▶ _LISTED RECORDS_:
##############################
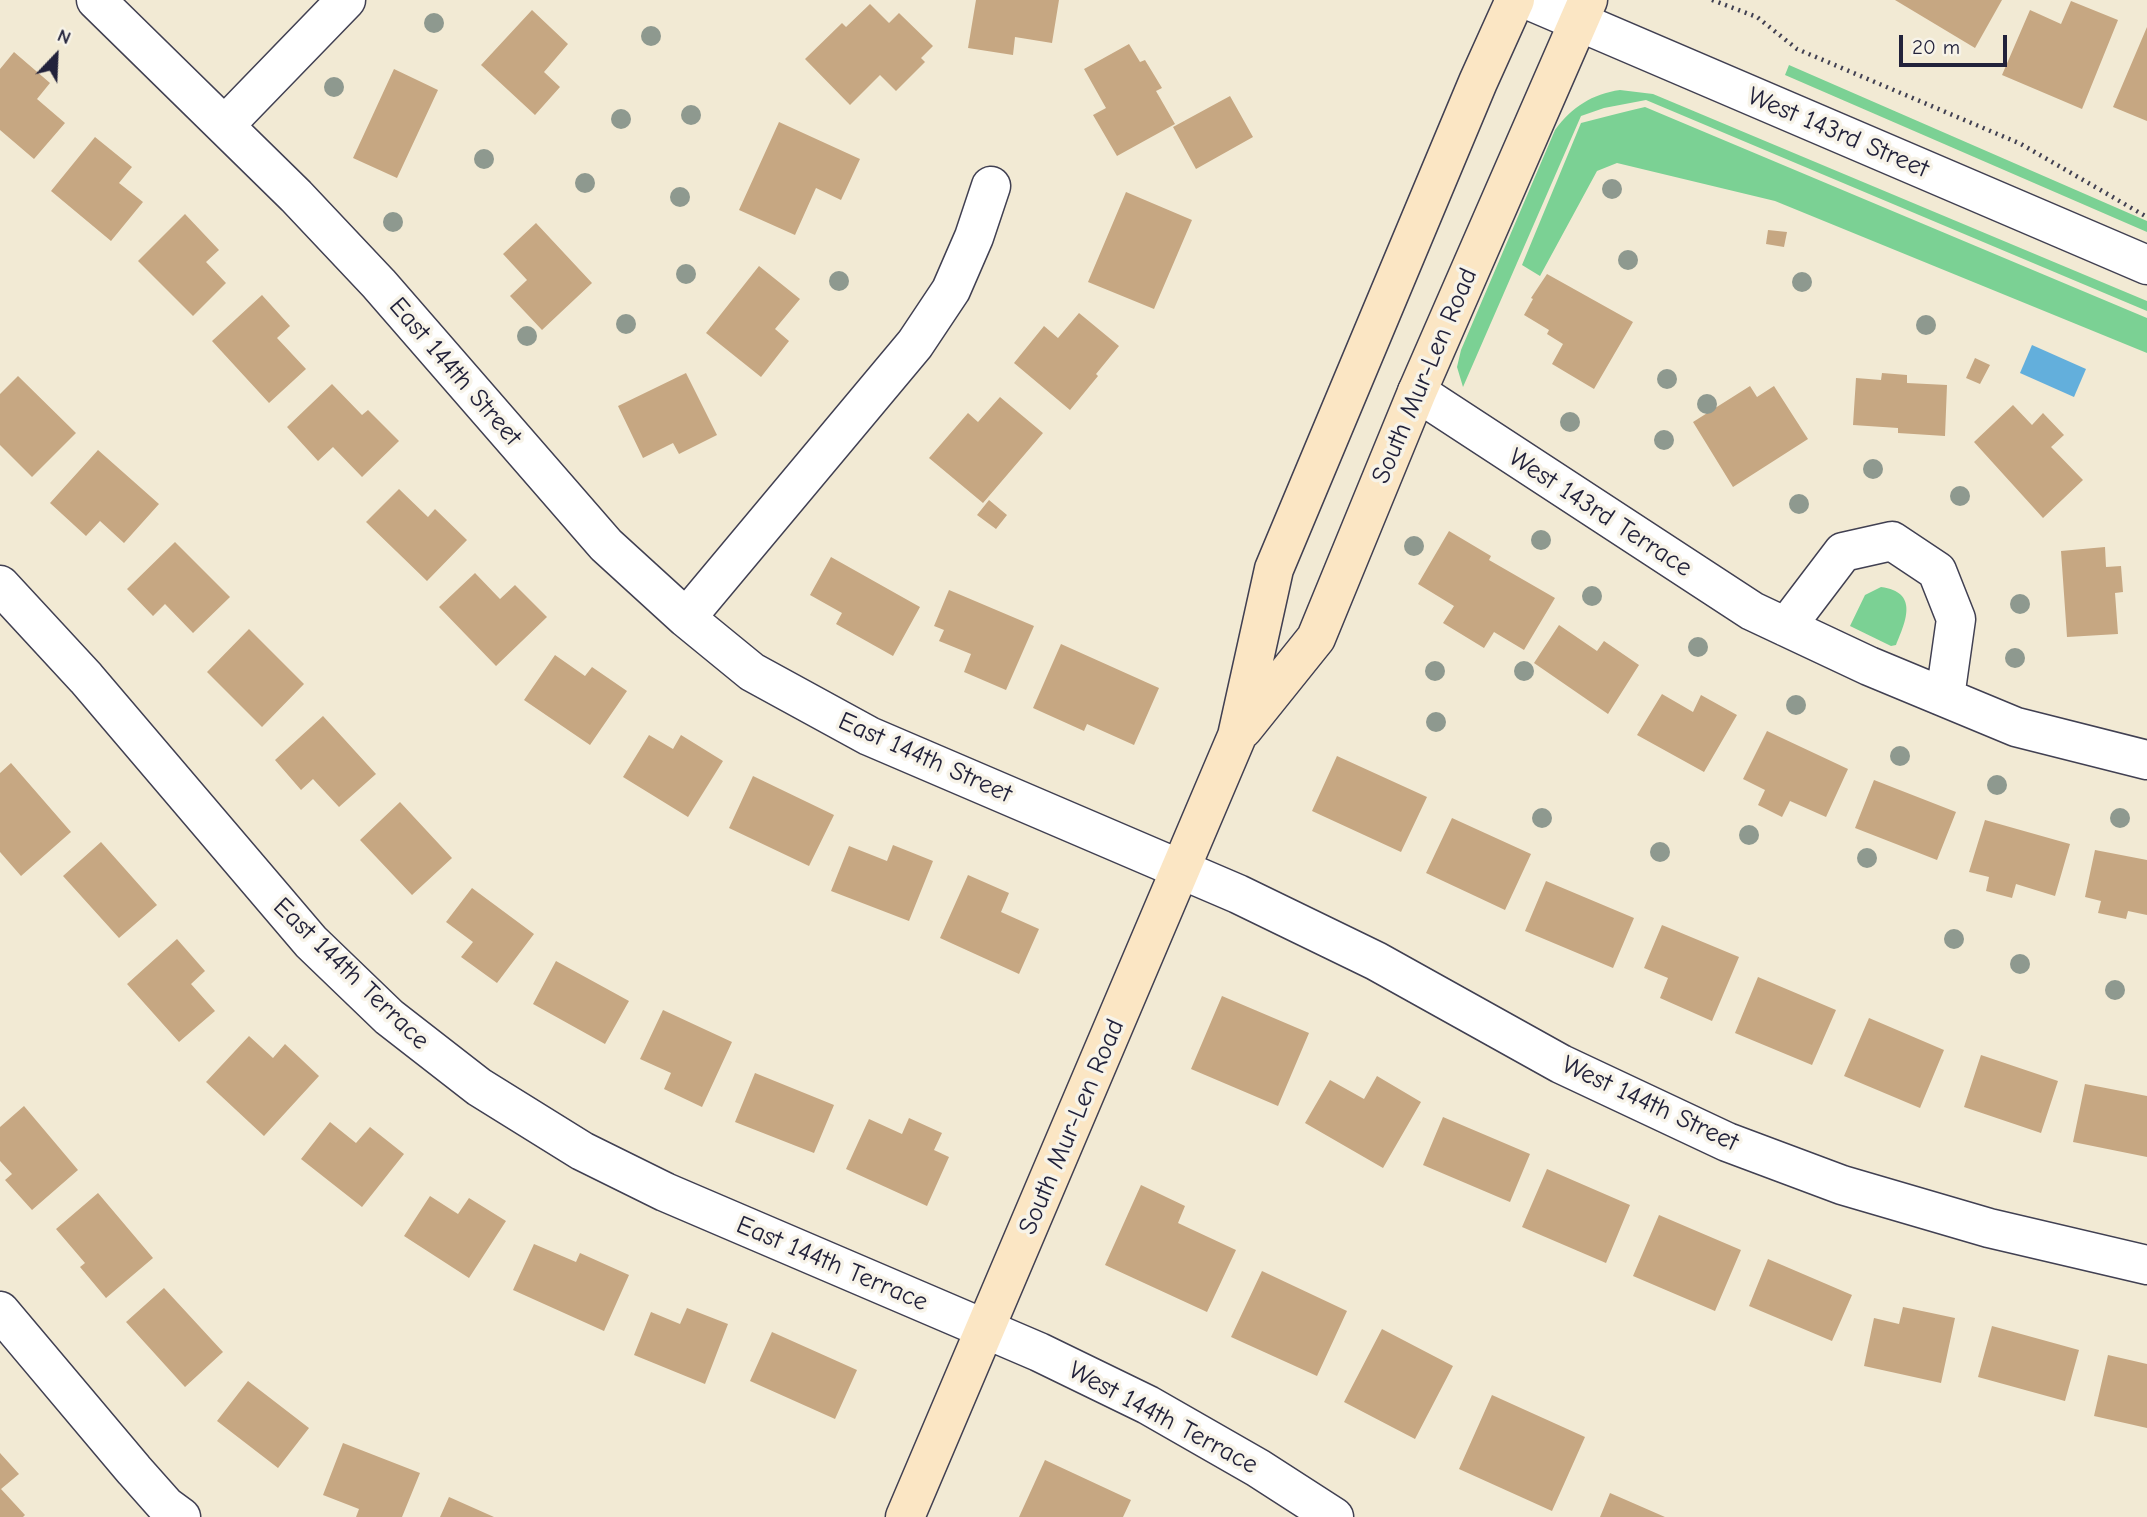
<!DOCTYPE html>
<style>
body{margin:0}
#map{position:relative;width:2147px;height:1517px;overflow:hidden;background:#f2ead4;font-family:"Comic Neue",sans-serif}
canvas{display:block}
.north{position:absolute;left:21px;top:21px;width:70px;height:70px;-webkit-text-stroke:5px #f7f3e8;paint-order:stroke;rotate:23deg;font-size:19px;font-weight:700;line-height:28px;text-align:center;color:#22223b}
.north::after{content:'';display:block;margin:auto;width:24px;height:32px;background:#22223b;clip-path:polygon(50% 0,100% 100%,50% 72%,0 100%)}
.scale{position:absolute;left:1899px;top:35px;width:108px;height:32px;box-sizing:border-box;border:4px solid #22223b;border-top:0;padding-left:9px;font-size:21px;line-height:24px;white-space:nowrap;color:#22223b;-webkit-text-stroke:5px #f7f3e8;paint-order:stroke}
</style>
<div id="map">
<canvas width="2147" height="1517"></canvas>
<div class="north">N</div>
<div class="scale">20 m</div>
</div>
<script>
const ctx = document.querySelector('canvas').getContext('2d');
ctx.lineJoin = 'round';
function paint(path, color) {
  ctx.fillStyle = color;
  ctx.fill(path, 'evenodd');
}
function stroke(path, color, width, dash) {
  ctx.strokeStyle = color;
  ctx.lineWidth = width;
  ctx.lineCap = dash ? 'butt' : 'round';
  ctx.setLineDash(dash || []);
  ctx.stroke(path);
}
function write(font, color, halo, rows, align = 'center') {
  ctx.font = font + ' "Comic Neue",sans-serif';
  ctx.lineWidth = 7;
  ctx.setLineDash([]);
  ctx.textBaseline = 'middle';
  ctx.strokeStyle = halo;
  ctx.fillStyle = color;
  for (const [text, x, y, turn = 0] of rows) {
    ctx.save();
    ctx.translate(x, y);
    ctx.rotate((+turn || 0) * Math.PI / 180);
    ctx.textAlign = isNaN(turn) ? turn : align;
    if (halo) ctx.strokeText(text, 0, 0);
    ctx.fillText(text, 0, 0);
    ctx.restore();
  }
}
paint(new Path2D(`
 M1789,65L2147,221V232L1785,75Z
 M1620,90L1653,94L2147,301V311L1646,100L1604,108L1581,116L1463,387L1457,367L1461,350L1555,130C1572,107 1592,94 1620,90Z
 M1645,107L2147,318V353L1775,201L1617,163L1597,171L1540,276L1522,265L1581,123C1602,118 1622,112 1645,107Z
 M1881,587C1919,592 1906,621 1896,645L1891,646L1850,626L1865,595Z`), '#7bd194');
paint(new Path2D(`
 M2032,345L2086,369L2074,397L2020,373Z`), '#63afdc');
paint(new Path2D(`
 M976,0H1059L1052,43L1015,37L1013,55L968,48Z
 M1895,0H2002L1975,48Z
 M2071,1L2118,20L2082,109L2002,75L2030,10L2061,24Z
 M870,4L889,23L899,13L933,46L921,58L925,62L896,91L880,75L850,105L805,59L842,23L846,27Z
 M532,10L568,44L544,72L560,87L535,115L481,65Z
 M2147,27V121L2113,107Z
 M1129,44L1140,62L1145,60L1162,88L1156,91L1175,124L1117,156L1093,115L1106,108L1084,69Z
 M14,52L50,83L37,99L65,123L34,159L0,130V69Z
 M394,69L438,90L397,178L353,158Z
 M1230,96L1253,137L1196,169L1173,127Z
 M779,122L860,159L841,200L816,188L795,235L739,210Z
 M95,137L132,167L119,183L143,202L111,241L51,191Z
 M1126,192L1192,220L1154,309L1088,282Z
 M185,214L219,250L206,262L226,283L193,316L138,261Z
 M536,223L592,283L542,330L510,296L527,280L503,254Z
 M1768,230L1787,232L1784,247L1766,244Z
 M759,266L800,299L775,329L789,341L761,377L706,333Z
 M1547,274L1633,322L1594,389L1552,364L1563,344L1547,334L1549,330L1524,315L1533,299L1531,298Z
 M262,295L290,326L277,338L306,369L269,403L212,341Z
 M1079,313L1119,346L1096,374L1098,376L1070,410L1014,363L1044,326L1058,338Z
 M1975,358L1990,365L1980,384L1966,378Z
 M686,373L717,435L679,454L673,443L643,458L618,406Z
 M1882,373L1907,375V383L1947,385L1945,436L1898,433V428L1853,425L1856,378L1881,380Z
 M18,376L76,433L32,477L0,445V394Z
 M332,384L362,415L368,410L399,441L362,477L333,447L318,461L287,427Z
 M1750,386L1757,397L1774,386L1808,439L1733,487L1693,422Z
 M1000,397L1043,433L983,503L929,458L968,413L978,422Z
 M2013,405L2032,425L2043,413L2064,435L2051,447L2083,480L2043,518L1974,442Z
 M98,450L159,504L124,543L100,521L86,536L50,503Z
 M399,489L428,517L435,509L467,540L427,581L366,522Z
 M989,500L1007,515L996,529L977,515Z
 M1449,531L1491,556L1489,560L1555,598L1524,650L1494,632L1484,648L1443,623L1454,606L1418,584Z
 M175,542L230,597L193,633L165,604L153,616L127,589Z
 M2105,547L2106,567L2121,566L2123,592L2115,593L2118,634L2067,637L2061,551Z
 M831,557L920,607L893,656L836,624L842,613L810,595Z
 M475,573L500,599L515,585L547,617L496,666L439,607Z
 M949,590L1034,626L1006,690L964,672L971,654L939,641L944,630L934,626Z
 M1559,625L1597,651L1604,641L1639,665L1608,714L1534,663Z
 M249,629L304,684L262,727L207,672Z
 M1061,644L1159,688L1134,745L1087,724L1084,731L1033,708Z
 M555,655L585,676L592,667L627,691L590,745L524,700Z
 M1662,694L1693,712L1701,695L1737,715L1704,772L1637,735Z
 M323,716L376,774L339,807L313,779L301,790L275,760Z
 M1767,731L1848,769L1826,817L1790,801L1782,817L1758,805L1765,790L1743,779Z
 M649,735L673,749L681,735L723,761L688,817L623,777Z
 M1337,756L1427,797L1401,852L1312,811Z
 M11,763L71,832L21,876L0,852V773Z
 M753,776L834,815L809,866L729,828Z
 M1874,780L1956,812L1937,860L1855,828Z
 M400,802L452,858L412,895L360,840Z
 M1452,818L1531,854L1505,910L1426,873Z
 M1985,820L2070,844L2055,896L2016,884L2012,898L1986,891L1989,877L1969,872Z
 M101,842L157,905L119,938L63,876Z
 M893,845L933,861L909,921L831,891L849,846L887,861Z
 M2095,850L2147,860V915L2128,911L2126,919L2098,913L2101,901L2085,897Z
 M968,875L1009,893L1001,912L1039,929L1019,974L940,938Z
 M1546,881L1634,918L1613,968L1525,931Z
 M472,888L534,934L497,983L461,957L473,942L446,922Z
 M1662,925L1739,957L1712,1021L1660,998L1668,978L1644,968Z
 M177,939L205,971L191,984L215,1011L179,1042L127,984Z
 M556,961L629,1001L605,1044L533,1004Z
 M1758,977L1836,1010L1812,1065L1735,1033Z
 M1222,996L1309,1033L1278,1106L1191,1069Z
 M663,1010L732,1042L702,1107L664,1089L671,1073L640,1059Z
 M1869,1018L1944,1050L1920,1108L1844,1076Z
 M249,1036L273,1058L285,1044L319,1076L264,1136L206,1082Z
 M1981,1055L2058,1081L2041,1133L1964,1107Z
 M755,1073L834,1105L814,1153L735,1122Z
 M1377,1076L1421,1102L1383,1168L1305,1123L1330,1080L1364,1099Z
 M2085,1084L2147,1096V1157L2073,1142Z
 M24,1106L78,1170L32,1210L5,1180L12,1174L0,1161V1127Z
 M1443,1117L1530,1154L1510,1202L1423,1165Z
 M909,1118L942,1133L934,1150L949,1157L927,1206L846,1169L869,1119L902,1134Z
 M330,1122L356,1143L370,1127L404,1154L362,1207L301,1159Z
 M1547,1169L1630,1205L1606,1263L1522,1227Z
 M1141,1185L1185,1206L1178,1223L1236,1250L1207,1312L1105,1265Z
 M98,1193L153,1258L106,1298L80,1267L85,1263L56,1229Z
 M430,1196L458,1214L469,1198L506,1221L469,1278L404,1236Z
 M1659,1215L1741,1250L1715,1311L1633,1276Z
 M534,1244L576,1262L580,1253L629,1275L604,1331L513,1290Z
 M1768,1259L1852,1295L1832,1341L1749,1306Z
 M1262,1271L1347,1311L1317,1376L1231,1337Z
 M164,1288L223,1352L185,1387L126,1322Z
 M1903,1307L1955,1318L1941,1383L1864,1366L1874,1318L1899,1324Z
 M687,1308L728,1324L705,1384L634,1355L651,1312L680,1324Z
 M1992,1326L2079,1350L2065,1401L1978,1377Z
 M1382,1329L1453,1366L1415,1439L1344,1402Z
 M772,1332L857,1370L835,1419L750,1381Z
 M2108,1355L2147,1364V1428L2094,1416Z
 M248,1381L309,1428L278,1468L217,1421Z
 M1492,1395L1585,1437L1552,1511L1459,1469Z
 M343,1443L420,1473L402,1517H356L359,1509L323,1495Z
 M0,1453L19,1474L1,1489L25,1515L23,1517H0Z
 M1045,1460L1131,1500L1123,1517H1019Z
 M1610,1493L1665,1517H1600Z
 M449,1497L494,1517H440Z`), '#c6a782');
const minor = new Path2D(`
 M96,0L296,196L379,284L606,545L686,618L752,672L869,736L1238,894L1376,961L1561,1064L1727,1142L1842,1185L1989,1228L2147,1265
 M225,125L346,0
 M1417,392L1752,611L1869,666L2016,727L2147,760
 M0,585L86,678L311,942L389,1017L479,1087L582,1151L665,1192L1039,1352L1148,1405L1258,1468L1334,1517
 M686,618L915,344L951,290L974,237L991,186
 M1786,627L1843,552L1892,541L1937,571L1956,619L1945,697
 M0,1311L134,1470L166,1506L181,1517`);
const tertiary = new Path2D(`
 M1528,0L2147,265`);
const secondary = new Path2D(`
 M1243,729L1316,638L1417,392L1588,0
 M905,1517L1237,736L1274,569L1478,82L1515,0`);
stroke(minor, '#414052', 41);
stroke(tertiary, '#414052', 41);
stroke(secondary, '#414052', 41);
stroke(new Path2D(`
 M1712,0L1757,17L1797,49L2021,144L2147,217`), '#414052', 4.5, [2, 5]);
stroke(minor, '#fff', 38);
stroke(tertiary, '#fff', 38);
stroke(secondary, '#fbe6c4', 38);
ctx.fillStyle = '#8e998f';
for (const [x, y] of [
 [434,23],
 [651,36],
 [334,87],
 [691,115],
 [621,119],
 [484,159],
 [585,183],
 [1612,189],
 [680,197],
 [393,222],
 [1628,260],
 [686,274],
 [839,281],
 [1802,282],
 [626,324],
 [1926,325],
 [527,336],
 [1667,379],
 [1707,404],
 [1570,422],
 [1664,440],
 [1873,469],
 [1960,496],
 [1799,504],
 [1541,540],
 [1414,546],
 [1592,596],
 [2020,604],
 [1698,647],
 [2015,658],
 [1435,671],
 [1524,671],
 [1796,705],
 [1436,722],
 [1900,756],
 [1997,785],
 [1542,818],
 [2120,818],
 [1749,835],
 [1660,852],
 [1867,858],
 [1954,939],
 [2020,964],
 [2115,990]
]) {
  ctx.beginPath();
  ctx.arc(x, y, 10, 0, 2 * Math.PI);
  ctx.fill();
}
write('26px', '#22223b', '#f7f3e8', [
 ["West 143rd Street",1838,133,23],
 ["East 144th Street",455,372,49],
 ["South Mur-Len Road",1425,376,-67],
 ["West 143rd Terrace",1600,513,33],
 ["East 144th Street",925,758,24],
 ["East 144th Terrace",351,974,44],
 ["West 144th Street",1650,1104,25],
 ["South Mur-Len Road",1072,1127,-67],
 ["East 144th Terrace",832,1264,23],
 ["West 144th Terrace",1163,1418,28]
]);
</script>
##############################
▶ _WORK INSTRUCTIONS_: What lines above mention "strokeStyle"? Copy each one.

▶ _EXPECTED ANSWER_:
  ctx.strokeStyle = color;
  ctx.strokeStyle = halo;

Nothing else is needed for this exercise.